Dataset excerpts Block Start
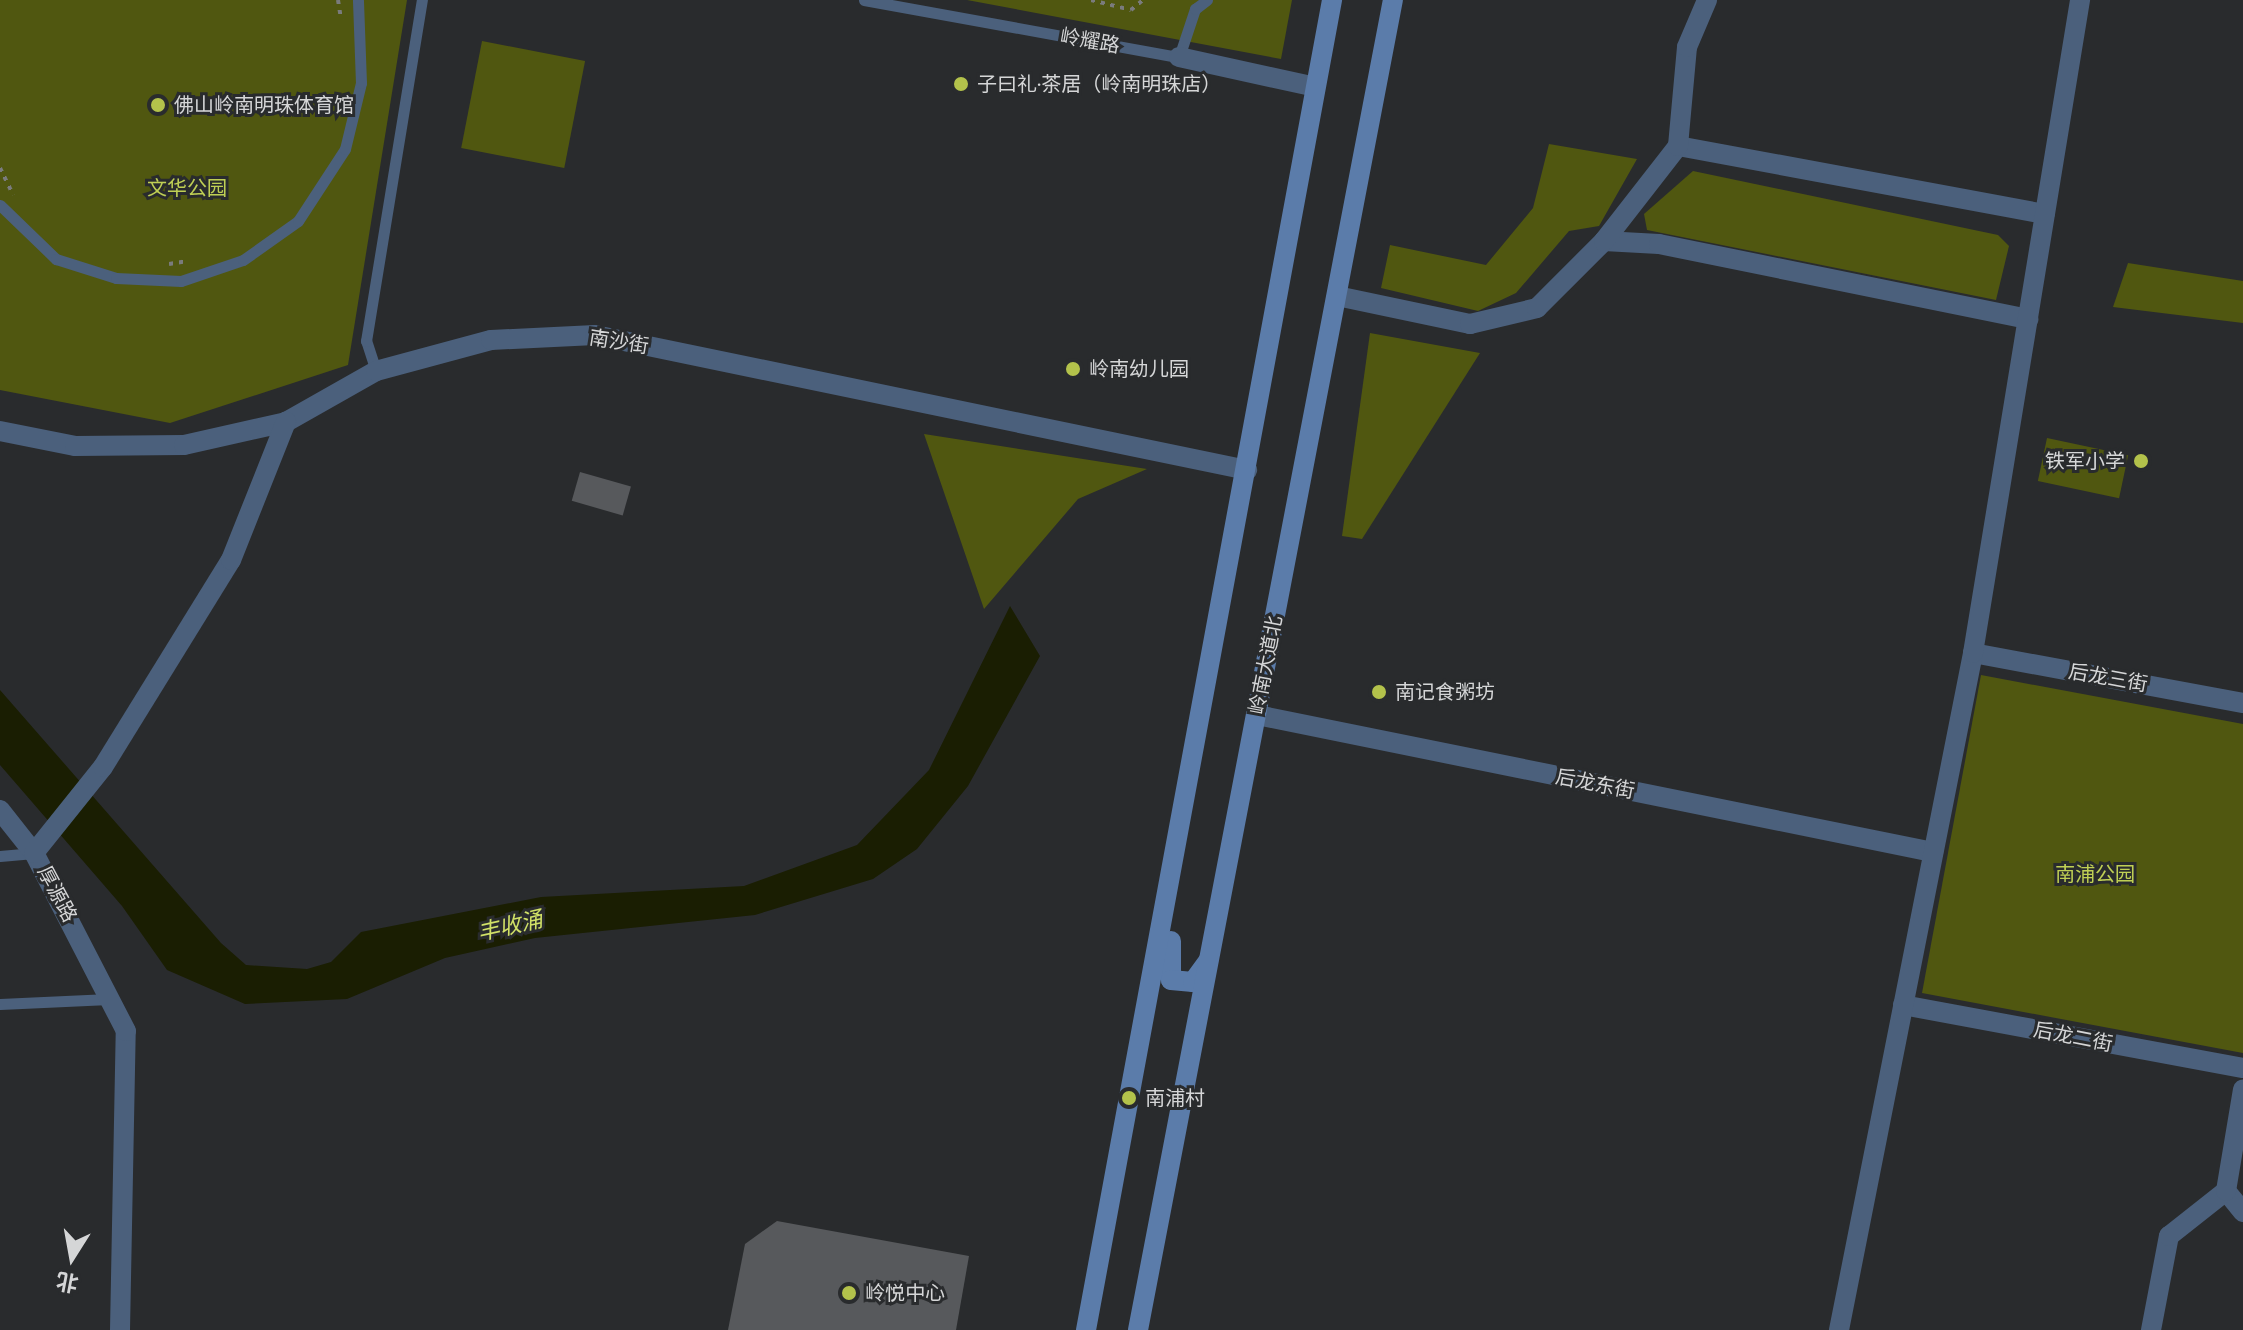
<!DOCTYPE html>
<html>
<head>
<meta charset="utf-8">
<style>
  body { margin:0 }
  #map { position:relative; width:2243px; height:1330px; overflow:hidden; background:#292b2d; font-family:"Fira Sans Condensed","Noto Sans SC",sans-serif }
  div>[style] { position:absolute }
  .green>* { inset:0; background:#505710; transform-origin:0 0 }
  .water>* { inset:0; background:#1a1e02 }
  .building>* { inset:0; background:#57595c; transform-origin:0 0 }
  .path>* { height:4px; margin-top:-2px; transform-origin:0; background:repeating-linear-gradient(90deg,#7a7b7d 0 4px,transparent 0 10px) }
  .service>* { height:11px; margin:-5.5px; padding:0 5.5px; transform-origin:5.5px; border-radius:5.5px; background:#4b607c }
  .minor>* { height:20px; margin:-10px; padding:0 10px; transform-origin:10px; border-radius:10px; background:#4b607c }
  .tertiary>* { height:20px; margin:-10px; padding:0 10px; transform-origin:10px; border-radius:10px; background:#4b607c }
  .secondary>* { height:20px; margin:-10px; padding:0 10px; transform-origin:10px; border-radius:10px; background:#5b7caa }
  .dots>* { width:22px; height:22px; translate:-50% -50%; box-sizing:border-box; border:4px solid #292b2d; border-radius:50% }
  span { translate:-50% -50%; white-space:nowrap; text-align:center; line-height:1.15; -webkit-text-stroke:6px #292b2d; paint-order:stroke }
  .street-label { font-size:20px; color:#d5d6d7 }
  .poi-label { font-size:20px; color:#d5d6d7 }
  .left { translate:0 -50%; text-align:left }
  .right { translate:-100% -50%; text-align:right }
  .park-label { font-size:20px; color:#bfcf54 }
  .water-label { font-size:22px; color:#d1e167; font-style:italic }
  .north { position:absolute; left:32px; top:1218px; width:80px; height:80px; -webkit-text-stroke:6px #292b2d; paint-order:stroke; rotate:191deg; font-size:22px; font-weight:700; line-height:32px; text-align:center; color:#d5d6d7 }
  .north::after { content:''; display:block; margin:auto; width:28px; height:36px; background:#d5d6d7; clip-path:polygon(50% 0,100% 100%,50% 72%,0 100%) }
</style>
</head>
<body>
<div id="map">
  <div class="green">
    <i style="clip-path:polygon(0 0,407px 0,348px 365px,170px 423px,0 390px)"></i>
    <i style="clip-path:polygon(967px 0,1292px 0,1281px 59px)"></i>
    <i style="left:482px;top:41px;width:105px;height:109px;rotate:11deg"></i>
    <i style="clip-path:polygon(1549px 144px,1637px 159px,1599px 226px,1569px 231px,1516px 293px,1478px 311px,1381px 288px,1390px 245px,1486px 265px,1533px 208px)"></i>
    <i style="clip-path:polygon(1693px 171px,1998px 235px,2009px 246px,1996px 300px,1647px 230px,1644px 214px)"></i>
    <i style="clip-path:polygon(2128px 263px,2243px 281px,2243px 323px,2113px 307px)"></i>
    <i style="clip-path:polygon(1370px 333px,1480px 353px,1362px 539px,1342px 536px)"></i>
    <i style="clip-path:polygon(924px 434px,1147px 469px,1078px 499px,984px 609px)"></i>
    <i style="left:2047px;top:438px;width:83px;height:44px;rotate:12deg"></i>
    <i style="clip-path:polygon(1981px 675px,2243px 724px,2243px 1053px,1922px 993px)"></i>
  </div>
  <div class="water">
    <i style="clip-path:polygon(1010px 606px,1040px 656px,968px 786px,917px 849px,873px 879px,755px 915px,535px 938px,445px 958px,347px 999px,245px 1004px,167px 970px,122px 906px,0 765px,0 690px,221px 943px,246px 965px,307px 969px,331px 962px,361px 932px,541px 897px,744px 886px,857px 845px,929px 770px)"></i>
  </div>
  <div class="building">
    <i style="left:580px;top:472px;width:53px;height:30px;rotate:16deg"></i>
    <i style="clip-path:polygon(777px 1221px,969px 1256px,956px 1330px,728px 1330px,745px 1244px)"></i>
  </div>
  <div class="path">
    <i style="left:338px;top:0;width:20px;rotate:81deg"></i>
    <i style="left:1091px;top:0;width:41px;rotate:14deg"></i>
    <i style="left:1131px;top:10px;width:16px;rotate:-40deg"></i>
    <i style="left:0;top:168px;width:30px;rotate:64deg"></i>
    <i style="left:169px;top:264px;width:19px;rotate:-9deg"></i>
  </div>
  <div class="service">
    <i style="left:864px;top:0;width:320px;rotate:10.3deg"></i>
    <i style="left:1179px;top:57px;width:51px;rotate:-71.6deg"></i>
    <i style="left:1195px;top:9px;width:15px;rotate:-37deg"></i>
    <i style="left:0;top:205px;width:78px;rotate:44deg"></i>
    <i style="left:56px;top:259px;width:63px;rotate:17.6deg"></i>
    <i style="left:116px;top:278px;width:65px;rotate:2.6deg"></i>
    <i style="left:181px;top:281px;width:65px;rotate:-18.7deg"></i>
    <i style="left:243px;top:260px;width:67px;rotate:-35.3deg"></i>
    <i style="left:298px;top:221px;width:86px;rotate:-56.9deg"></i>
    <i style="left:345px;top:149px;width:68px;rotate:-76.4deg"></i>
    <i style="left:361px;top:83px;width:83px;rotate:-92.1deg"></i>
    <i style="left:376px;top:371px;width:32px;rotate:-108deg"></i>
    <i style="left:366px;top:341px;width:346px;rotate:-80.7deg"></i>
    <i style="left:0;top:856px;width:34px;rotate:-5deg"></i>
    <i style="left:0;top:1004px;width:109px;rotate:-2.6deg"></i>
  </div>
  <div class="minor">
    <i style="left:1678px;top:146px;width:373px;rotate:10.5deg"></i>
    <i style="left:1604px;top:241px;width:55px;rotate:3.1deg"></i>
    <i style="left:1659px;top:244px;width:377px;rotate:11.5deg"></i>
    <i style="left:1337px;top:296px;width:136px;rotate:11.9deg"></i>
    <i style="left:1470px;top:324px;width:69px;rotate:-13.4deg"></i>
    <i style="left:1537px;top:308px;width:95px;rotate:-45deg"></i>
    <i style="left:1604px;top:241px;width:120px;rotate:-52.1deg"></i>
    <i style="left:1678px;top:146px;width:99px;rotate:-84.8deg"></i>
    <i style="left:1687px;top:47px;width:51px;rotate:-66.9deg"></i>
    <i style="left:0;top:810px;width:55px;rotate:51.7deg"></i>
    <i style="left:2226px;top:1191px;width:27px;rotate:51deg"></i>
    <i style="left:2151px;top:1330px;width:96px;rotate:-79.2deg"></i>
    <i style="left:2169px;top:1236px;width:73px;rotate:-38.3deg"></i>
    <i style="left:2226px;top:1191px;width:103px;rotate:-80.5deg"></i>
  </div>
  <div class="tertiary">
    <i style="left:1179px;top:57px;width:139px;rotate:12.4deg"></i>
    <i style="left:0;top:431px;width:76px;rotate:11.3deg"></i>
    <i style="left:75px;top:446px;width:109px;rotate:-0.5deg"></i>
    <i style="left:184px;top:445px;width:105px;rotate:-12.7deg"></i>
    <i style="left:286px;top:422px;width:103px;rotate:-29.5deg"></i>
    <i style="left:376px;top:371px;width:119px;rotate:-15.1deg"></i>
    <i style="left:491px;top:340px;width:104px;rotate:-2.8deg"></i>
    <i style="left:595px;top:335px;width:666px;rotate:11.7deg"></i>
    <i style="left:1973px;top:653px;width:275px;rotate:10.5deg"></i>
    <i style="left:1257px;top:715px;width:690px;rotate:11.46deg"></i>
    <i style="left:1903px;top:1005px;width:346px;rotate:10.5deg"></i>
    <i style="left:120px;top:1330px;width:299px;rotate:-88.9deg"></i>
    <i style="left:126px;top:1031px;width:200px;rotate:-117.3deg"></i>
    <i style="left:34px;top:853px;width:110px;rotate:-51.3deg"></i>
    <i style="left:103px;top:767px;width:243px;rotate:-58.3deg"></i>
    <i style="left:231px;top:560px;width:149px;rotate:-68.3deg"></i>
    <i style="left:1839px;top:1330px;width:690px;rotate:-78.8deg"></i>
    <i style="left:1973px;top:653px;width:662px;rotate:-80.69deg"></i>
  </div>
  <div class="secondary">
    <i style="left:1171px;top:941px;width:39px;rotate:90deg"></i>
    <i style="left:1171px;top:980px;width:22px;rotate:5deg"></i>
    <i style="left:1193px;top:982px;width:26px;rotate:-54deg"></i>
    <i style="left:1086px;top:1330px;width:1353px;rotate:-79.52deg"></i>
    <i style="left:1138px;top:1330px;width:1354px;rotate:-79.15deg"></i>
  </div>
  <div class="dots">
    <i style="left:961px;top:84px;background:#b3c24b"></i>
    <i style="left:158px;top:105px;background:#b3c24b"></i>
    <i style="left:1073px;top:369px;background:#b3c24b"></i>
    <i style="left:2141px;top:461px;background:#b3c24b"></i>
    <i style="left:1379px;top:692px;background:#b3c24b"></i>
    <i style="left:1129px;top:1098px;background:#b3c24b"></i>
    <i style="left:849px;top:1293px;background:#b3c24b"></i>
  </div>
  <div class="street-label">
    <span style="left:1090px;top:41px;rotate:10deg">岭耀路</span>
    <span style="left:619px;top:342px;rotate:9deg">南沙街</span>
    <span style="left:1266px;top:665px;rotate:-79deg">岭南大道北</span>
    <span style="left:2108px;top:678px;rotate:10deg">后龙三街</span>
    <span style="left:1595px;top:784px;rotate:11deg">后龙东街</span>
    <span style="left:57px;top:894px;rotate:62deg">厚源路</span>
    <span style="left:2073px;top:1037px;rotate:11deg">后龙二街</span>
  </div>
  <div class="poi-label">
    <span class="left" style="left:977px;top:84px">子曰礼·茶居（岭南明珠店）</span>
    <span class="left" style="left:174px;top:105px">佛山岭南明珠体育馆</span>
    <span class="left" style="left:1089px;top:369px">岭南幼儿园</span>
    <span class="right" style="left:2125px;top:461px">铁军小学</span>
    <span class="left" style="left:1395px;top:692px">南记食粥坊</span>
    <span class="left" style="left:1145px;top:1098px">南浦村</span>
    <span class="left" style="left:865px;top:1293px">岭悦中心</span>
  </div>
  <div class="park-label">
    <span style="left:187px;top:188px">文华公园</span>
    <span style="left:2095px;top:874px">南浦公园</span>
  </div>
  <div class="water-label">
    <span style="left:510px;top:926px;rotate:-13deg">丰收涌</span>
  </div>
  <div class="north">北</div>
</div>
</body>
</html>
Dataset excerpts Block End
**Task prompt**
Only the lines from the top of the material through the line containing "height:11px; margin:-5.5px; padding:0" should be written out, exactly and without pictures.

**Solution**
<!DOCTYPE html>
<html>
<head>
<meta charset="utf-8">
<style>
  body { margin:0 }
  #map { position:relative; width:2243px; height:1330px; overflow:hidden; background:#292b2d; font-family:"Fira Sans Condensed","Noto Sans SC",sans-serif }
  div>[style] { position:absolute }
  .green>* { inset:0; background:#505710; transform-origin:0 0 }
  .water>* { inset:0; background:#1a1e02 }
  .building>* { inset:0; background:#57595c; transform-origin:0 0 }
  .path>* { height:4px; margin-top:-2px; transform-origin:0; background:repeating-linear-gradient(90deg,#7a7b7d 0 4px,transparent 0 10px) }
  .service>* { height:11px; margin:-5.5px; padding:0 5.5px; transform-origin:5.5px; border-radius:5.5px; background:#4b607c }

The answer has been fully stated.